§ WORK REQUIRED
The lines to copy are those in the listing that hold the word "fabs".

╭──

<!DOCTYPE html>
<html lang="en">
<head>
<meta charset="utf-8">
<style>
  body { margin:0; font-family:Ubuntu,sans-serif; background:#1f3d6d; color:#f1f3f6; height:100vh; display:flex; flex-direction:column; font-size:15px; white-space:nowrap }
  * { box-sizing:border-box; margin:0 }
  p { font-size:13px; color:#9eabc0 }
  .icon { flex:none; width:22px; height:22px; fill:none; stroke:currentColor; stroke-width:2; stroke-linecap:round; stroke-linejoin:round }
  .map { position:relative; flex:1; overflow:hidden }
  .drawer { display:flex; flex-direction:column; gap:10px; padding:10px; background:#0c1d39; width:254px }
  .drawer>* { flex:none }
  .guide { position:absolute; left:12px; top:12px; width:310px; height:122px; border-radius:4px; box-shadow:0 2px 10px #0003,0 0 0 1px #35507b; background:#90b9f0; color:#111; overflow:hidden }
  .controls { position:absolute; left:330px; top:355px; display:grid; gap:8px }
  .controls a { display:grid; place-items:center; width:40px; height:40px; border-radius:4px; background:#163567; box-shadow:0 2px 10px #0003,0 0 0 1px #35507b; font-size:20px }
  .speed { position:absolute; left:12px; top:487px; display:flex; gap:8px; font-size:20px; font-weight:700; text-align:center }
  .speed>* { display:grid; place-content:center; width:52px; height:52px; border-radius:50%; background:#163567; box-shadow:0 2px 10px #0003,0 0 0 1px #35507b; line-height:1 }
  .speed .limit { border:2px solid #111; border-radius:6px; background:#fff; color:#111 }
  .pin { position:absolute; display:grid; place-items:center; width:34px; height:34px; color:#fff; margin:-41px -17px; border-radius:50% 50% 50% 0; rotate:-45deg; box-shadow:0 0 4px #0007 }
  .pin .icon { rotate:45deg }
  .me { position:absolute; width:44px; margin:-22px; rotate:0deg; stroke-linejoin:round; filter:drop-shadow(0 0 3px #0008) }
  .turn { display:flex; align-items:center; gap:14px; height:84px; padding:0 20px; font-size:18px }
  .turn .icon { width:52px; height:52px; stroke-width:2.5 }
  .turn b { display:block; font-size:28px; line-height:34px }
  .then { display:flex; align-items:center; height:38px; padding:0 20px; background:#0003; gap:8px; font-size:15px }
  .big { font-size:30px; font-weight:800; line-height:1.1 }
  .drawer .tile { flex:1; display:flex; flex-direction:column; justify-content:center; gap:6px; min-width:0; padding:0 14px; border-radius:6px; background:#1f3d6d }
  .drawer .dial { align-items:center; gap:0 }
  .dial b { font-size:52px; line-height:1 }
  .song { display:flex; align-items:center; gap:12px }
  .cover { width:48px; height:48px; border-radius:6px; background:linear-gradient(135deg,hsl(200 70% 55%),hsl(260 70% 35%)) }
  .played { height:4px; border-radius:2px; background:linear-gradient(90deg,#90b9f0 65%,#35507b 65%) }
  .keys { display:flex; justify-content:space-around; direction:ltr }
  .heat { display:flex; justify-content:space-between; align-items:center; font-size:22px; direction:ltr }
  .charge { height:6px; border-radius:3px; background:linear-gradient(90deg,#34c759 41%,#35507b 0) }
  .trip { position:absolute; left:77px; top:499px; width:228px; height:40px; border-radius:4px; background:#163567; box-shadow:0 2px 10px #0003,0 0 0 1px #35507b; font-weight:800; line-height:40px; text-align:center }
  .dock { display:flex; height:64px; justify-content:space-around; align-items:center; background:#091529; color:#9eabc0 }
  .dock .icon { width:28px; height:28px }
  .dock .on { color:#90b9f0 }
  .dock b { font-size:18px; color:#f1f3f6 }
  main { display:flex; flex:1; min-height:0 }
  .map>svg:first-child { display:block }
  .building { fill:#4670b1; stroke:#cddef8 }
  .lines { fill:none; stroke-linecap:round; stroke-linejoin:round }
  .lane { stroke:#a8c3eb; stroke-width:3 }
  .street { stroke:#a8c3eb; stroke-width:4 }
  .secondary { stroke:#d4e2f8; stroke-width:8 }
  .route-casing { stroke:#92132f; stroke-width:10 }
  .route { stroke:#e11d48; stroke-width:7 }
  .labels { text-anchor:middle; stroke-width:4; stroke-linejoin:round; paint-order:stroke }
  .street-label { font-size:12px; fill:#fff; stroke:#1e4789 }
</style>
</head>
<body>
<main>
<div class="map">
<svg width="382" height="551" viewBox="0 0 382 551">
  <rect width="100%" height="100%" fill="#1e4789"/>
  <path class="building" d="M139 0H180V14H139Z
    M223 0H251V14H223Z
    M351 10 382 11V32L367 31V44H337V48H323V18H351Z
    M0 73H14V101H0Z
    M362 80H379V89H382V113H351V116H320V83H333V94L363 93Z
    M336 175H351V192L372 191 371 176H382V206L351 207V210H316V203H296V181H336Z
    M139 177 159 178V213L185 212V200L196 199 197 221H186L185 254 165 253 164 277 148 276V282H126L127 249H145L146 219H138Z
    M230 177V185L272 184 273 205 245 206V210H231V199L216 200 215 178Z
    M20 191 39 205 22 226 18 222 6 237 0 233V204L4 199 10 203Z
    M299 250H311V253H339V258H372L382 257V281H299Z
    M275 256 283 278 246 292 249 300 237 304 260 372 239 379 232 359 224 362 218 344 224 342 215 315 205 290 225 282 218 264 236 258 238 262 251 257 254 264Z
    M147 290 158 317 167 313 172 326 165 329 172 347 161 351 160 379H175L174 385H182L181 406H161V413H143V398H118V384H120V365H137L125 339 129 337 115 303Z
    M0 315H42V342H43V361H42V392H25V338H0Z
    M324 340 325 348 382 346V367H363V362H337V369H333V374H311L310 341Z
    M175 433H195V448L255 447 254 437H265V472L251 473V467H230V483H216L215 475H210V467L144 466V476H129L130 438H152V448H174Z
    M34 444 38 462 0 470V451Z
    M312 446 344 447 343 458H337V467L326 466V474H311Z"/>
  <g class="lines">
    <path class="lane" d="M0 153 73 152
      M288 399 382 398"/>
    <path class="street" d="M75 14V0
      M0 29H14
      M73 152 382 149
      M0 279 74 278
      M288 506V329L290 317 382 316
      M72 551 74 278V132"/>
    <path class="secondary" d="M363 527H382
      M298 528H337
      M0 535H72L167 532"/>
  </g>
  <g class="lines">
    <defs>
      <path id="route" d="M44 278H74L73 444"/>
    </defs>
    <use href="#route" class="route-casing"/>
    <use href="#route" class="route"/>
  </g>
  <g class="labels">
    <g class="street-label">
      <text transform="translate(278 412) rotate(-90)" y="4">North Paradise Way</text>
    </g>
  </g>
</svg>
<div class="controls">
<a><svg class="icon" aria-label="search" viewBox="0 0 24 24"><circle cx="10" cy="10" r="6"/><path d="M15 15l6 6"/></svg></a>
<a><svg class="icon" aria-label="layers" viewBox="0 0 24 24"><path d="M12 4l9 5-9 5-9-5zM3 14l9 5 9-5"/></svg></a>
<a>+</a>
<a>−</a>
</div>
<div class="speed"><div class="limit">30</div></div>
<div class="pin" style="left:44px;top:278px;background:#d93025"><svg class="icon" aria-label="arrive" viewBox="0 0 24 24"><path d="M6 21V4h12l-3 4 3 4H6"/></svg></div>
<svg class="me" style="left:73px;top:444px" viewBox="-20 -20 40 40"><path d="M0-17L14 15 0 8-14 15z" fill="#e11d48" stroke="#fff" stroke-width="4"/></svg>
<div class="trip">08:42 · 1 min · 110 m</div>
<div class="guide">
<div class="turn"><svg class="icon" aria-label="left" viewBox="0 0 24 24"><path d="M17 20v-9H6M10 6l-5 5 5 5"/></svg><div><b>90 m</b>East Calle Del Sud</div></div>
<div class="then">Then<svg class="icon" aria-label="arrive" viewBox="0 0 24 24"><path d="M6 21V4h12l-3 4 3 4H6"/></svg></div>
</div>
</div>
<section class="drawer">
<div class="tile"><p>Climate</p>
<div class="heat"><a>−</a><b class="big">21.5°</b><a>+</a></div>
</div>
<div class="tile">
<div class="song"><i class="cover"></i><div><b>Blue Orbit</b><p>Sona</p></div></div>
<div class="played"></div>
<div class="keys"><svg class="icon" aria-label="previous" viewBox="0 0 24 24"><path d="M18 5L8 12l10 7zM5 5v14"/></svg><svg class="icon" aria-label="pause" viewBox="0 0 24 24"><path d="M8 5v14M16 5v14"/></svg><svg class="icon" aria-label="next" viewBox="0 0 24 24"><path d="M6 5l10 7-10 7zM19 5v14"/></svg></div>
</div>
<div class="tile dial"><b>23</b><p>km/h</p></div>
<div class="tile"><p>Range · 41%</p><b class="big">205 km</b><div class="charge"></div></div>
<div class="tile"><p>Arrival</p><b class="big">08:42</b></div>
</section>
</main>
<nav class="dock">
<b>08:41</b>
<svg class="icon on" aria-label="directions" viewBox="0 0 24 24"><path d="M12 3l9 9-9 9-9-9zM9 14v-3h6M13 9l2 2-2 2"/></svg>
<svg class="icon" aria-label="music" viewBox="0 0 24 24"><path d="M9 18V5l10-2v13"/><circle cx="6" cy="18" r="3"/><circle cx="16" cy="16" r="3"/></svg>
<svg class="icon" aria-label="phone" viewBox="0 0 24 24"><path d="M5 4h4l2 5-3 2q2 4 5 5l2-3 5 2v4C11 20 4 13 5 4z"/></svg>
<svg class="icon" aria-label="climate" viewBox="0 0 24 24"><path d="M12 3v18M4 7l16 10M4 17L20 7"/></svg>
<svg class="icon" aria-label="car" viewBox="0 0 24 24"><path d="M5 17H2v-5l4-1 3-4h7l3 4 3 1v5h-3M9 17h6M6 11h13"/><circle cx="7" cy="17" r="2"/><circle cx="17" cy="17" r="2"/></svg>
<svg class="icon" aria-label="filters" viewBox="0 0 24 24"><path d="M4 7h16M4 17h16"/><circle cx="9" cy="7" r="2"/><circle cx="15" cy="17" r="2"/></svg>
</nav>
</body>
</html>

╰──
╭──

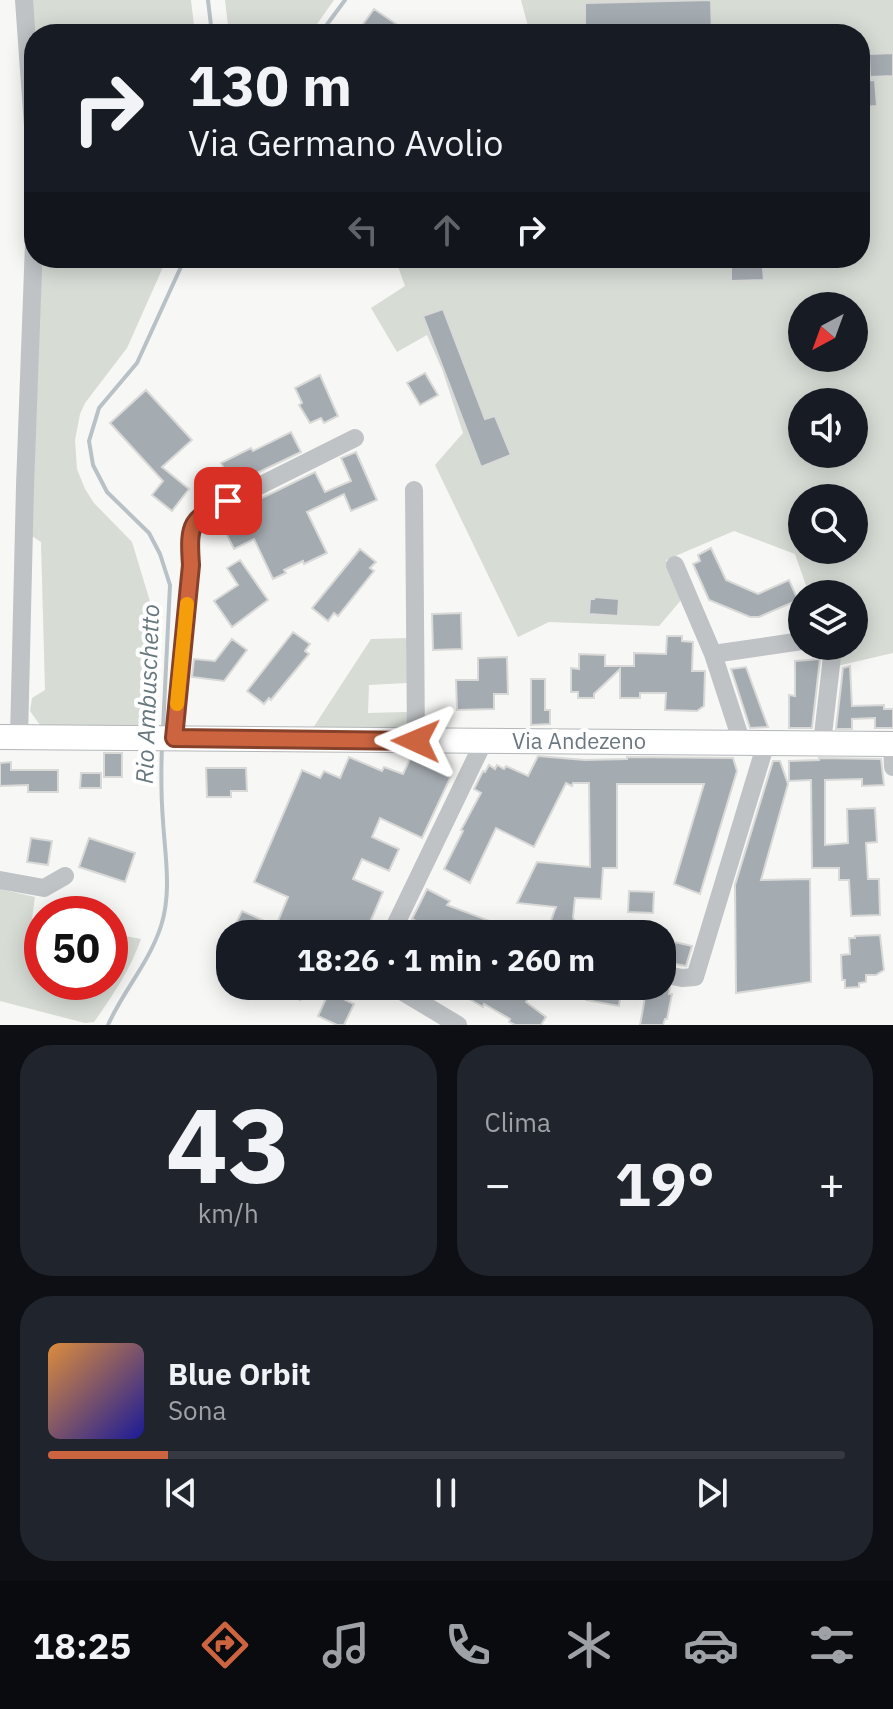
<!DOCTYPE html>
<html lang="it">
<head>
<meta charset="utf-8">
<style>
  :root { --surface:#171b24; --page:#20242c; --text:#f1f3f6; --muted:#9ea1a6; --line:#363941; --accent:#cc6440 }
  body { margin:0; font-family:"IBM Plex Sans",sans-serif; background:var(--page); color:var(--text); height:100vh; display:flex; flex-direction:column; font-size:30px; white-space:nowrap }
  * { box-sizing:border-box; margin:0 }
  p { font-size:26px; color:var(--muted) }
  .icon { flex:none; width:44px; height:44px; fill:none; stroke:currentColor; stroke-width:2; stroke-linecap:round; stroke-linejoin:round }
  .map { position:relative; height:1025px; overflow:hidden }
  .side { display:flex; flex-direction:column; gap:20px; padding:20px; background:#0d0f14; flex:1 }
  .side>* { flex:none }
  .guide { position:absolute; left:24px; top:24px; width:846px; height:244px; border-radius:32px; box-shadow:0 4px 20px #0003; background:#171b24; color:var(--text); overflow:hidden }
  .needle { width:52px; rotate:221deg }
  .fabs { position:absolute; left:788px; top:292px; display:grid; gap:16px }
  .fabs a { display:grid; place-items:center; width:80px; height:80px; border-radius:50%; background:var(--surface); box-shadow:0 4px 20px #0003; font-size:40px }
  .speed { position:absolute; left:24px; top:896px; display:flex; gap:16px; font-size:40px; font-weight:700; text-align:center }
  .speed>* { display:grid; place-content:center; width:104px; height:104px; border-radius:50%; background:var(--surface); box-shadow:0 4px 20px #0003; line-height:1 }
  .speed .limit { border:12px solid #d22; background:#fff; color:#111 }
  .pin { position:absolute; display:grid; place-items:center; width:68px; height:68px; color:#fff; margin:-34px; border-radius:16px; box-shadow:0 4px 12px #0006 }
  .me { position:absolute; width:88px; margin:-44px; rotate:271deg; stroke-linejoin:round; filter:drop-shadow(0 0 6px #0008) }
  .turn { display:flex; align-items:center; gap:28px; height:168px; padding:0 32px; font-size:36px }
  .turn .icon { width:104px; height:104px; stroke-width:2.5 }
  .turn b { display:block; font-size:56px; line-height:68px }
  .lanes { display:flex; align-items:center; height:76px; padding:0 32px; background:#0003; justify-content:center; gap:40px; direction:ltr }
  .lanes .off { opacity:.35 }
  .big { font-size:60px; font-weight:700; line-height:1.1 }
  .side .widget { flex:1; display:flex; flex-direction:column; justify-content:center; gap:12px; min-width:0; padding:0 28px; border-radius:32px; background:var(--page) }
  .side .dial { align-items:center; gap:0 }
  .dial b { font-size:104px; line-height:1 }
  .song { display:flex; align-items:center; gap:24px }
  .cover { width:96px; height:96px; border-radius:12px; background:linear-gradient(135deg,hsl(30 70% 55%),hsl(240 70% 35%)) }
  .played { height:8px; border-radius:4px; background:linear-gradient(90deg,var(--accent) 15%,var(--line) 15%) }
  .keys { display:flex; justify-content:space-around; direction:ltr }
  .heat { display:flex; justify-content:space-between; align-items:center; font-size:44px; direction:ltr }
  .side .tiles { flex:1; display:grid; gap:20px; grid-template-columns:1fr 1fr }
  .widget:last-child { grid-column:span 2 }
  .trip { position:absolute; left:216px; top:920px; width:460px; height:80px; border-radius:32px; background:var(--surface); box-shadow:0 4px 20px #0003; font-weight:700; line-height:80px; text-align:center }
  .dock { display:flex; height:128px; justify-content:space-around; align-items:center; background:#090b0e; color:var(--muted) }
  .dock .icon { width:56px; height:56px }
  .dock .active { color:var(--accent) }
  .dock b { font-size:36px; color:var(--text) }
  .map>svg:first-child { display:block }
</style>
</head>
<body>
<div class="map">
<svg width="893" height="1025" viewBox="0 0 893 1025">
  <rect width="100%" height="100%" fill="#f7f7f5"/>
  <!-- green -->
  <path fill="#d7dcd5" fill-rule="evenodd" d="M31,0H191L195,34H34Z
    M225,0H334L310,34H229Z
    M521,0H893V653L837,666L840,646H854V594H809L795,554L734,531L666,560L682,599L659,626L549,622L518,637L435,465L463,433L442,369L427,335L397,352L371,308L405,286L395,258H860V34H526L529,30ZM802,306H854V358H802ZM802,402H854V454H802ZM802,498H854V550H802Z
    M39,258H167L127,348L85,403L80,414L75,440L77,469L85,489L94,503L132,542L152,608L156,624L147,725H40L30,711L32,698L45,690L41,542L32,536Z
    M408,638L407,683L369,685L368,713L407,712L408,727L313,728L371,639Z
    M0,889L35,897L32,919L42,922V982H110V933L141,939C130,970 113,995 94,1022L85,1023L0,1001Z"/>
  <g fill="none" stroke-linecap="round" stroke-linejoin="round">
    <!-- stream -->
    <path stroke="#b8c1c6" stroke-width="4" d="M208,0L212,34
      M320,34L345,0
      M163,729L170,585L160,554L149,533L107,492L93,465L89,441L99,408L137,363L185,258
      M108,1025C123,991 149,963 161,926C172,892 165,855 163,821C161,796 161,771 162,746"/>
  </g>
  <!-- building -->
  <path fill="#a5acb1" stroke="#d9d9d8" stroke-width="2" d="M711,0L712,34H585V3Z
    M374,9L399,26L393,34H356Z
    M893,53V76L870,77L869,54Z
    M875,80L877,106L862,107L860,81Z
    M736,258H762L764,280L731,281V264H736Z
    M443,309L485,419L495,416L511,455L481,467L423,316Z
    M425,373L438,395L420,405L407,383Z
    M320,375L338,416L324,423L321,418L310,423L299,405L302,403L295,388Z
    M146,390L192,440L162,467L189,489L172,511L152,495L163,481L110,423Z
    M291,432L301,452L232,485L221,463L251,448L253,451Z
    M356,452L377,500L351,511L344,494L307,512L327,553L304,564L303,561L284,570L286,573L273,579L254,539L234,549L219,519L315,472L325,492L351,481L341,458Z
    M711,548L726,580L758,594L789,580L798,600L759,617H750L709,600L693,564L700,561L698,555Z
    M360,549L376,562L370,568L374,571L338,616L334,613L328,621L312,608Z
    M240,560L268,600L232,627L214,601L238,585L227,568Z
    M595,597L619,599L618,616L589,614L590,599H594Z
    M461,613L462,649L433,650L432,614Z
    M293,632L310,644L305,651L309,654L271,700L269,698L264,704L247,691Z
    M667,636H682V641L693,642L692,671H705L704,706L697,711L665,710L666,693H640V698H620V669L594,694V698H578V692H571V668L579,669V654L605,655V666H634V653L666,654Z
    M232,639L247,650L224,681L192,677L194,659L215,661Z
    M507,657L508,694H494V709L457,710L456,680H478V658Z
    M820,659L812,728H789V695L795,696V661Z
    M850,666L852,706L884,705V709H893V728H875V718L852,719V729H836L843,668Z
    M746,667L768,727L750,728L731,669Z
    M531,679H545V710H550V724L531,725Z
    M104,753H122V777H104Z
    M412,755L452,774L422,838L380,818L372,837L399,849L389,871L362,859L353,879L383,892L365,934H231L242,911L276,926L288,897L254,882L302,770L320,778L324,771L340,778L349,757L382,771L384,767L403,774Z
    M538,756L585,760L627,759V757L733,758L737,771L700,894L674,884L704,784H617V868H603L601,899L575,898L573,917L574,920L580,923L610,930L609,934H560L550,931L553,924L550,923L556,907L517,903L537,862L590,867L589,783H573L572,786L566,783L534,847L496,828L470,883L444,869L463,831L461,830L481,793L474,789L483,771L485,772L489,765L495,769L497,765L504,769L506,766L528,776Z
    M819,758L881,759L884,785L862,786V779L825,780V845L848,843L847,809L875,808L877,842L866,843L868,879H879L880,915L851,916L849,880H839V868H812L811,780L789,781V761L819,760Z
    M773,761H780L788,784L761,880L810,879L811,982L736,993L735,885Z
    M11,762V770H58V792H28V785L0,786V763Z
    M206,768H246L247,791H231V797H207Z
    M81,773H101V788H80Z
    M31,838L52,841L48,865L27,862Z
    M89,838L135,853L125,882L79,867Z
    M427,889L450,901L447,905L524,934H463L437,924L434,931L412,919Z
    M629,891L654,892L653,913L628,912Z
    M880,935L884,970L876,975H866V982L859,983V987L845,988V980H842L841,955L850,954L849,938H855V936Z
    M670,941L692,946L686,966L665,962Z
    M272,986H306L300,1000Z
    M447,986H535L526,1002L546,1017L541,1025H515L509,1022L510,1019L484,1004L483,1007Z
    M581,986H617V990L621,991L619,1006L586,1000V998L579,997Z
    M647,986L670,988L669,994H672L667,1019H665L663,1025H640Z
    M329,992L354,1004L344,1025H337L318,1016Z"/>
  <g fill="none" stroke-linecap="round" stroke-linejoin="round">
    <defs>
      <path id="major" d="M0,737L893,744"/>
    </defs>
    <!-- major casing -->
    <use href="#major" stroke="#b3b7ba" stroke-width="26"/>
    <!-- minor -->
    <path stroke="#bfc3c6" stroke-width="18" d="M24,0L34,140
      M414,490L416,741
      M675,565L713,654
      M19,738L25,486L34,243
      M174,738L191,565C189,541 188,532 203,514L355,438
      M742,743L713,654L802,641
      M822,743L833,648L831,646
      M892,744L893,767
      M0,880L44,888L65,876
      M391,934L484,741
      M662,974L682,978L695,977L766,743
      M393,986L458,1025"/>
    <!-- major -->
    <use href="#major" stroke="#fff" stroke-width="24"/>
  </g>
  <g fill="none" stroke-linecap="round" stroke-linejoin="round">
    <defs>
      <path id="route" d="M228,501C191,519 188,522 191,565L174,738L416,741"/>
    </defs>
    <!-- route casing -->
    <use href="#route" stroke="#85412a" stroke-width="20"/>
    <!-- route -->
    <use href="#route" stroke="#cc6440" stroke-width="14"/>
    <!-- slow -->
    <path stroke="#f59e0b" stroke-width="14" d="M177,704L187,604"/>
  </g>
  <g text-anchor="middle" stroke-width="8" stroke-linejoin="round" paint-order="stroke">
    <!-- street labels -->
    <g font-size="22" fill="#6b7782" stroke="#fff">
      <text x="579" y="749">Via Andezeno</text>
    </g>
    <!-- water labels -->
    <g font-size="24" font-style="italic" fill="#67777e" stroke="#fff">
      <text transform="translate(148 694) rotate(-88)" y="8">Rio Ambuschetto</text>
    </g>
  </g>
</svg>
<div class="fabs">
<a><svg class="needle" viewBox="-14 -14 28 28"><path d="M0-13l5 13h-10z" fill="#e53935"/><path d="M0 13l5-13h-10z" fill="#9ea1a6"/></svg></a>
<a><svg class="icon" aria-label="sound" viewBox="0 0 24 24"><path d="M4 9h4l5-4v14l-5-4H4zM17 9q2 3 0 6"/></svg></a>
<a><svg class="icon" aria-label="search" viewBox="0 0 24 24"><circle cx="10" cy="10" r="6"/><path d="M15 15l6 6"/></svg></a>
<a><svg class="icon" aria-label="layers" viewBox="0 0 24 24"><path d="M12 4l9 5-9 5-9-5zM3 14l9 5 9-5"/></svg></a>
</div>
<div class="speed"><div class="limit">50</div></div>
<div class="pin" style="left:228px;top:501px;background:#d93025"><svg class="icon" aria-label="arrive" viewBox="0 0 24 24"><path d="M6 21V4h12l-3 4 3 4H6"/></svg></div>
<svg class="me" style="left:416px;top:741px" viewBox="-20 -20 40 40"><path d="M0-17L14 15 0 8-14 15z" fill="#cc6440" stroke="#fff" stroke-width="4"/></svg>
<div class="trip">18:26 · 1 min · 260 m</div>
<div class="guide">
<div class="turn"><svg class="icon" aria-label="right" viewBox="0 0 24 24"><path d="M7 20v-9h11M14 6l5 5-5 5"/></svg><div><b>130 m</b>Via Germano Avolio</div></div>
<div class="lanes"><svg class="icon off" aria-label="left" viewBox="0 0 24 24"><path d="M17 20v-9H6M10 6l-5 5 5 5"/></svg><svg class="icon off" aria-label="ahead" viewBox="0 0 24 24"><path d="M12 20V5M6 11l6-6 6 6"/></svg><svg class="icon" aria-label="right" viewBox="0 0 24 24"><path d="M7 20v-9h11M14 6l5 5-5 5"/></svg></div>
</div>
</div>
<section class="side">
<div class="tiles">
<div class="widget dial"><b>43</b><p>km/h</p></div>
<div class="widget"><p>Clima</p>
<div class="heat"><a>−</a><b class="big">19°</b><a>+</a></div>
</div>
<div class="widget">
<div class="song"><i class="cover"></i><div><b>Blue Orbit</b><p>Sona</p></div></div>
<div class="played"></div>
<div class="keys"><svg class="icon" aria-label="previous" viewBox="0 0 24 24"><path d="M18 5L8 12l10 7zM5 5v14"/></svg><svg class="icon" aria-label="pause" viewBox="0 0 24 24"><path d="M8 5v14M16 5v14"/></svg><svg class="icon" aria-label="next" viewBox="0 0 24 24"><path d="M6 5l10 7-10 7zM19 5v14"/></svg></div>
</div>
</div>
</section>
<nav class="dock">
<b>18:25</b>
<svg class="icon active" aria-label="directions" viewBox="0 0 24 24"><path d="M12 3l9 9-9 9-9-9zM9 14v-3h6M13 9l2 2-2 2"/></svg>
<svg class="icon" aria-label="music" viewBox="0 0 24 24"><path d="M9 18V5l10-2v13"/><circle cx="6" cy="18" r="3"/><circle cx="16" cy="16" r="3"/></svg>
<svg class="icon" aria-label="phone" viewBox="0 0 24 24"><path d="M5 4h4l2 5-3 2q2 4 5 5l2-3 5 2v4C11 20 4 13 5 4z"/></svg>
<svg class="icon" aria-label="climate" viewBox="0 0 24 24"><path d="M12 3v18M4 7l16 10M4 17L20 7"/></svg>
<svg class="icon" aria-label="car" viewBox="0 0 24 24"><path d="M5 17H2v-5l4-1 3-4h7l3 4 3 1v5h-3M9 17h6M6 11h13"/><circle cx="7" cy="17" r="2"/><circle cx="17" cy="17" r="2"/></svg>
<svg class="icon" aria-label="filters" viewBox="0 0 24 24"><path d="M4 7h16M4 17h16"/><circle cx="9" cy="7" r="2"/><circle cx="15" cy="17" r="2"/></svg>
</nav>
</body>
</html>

╰──

§ EXERCISE RESPONSE
  .fabs { position:absolute; left:788px; top:292px; display:grid; gap:16px }
  .fabs a { display:grid; place-items:center; width:80px; height:80px; border-radius:50%; background:var(--surface); box-shadow:0 4px 20px #0003; font-size:40px }
<div class="fabs">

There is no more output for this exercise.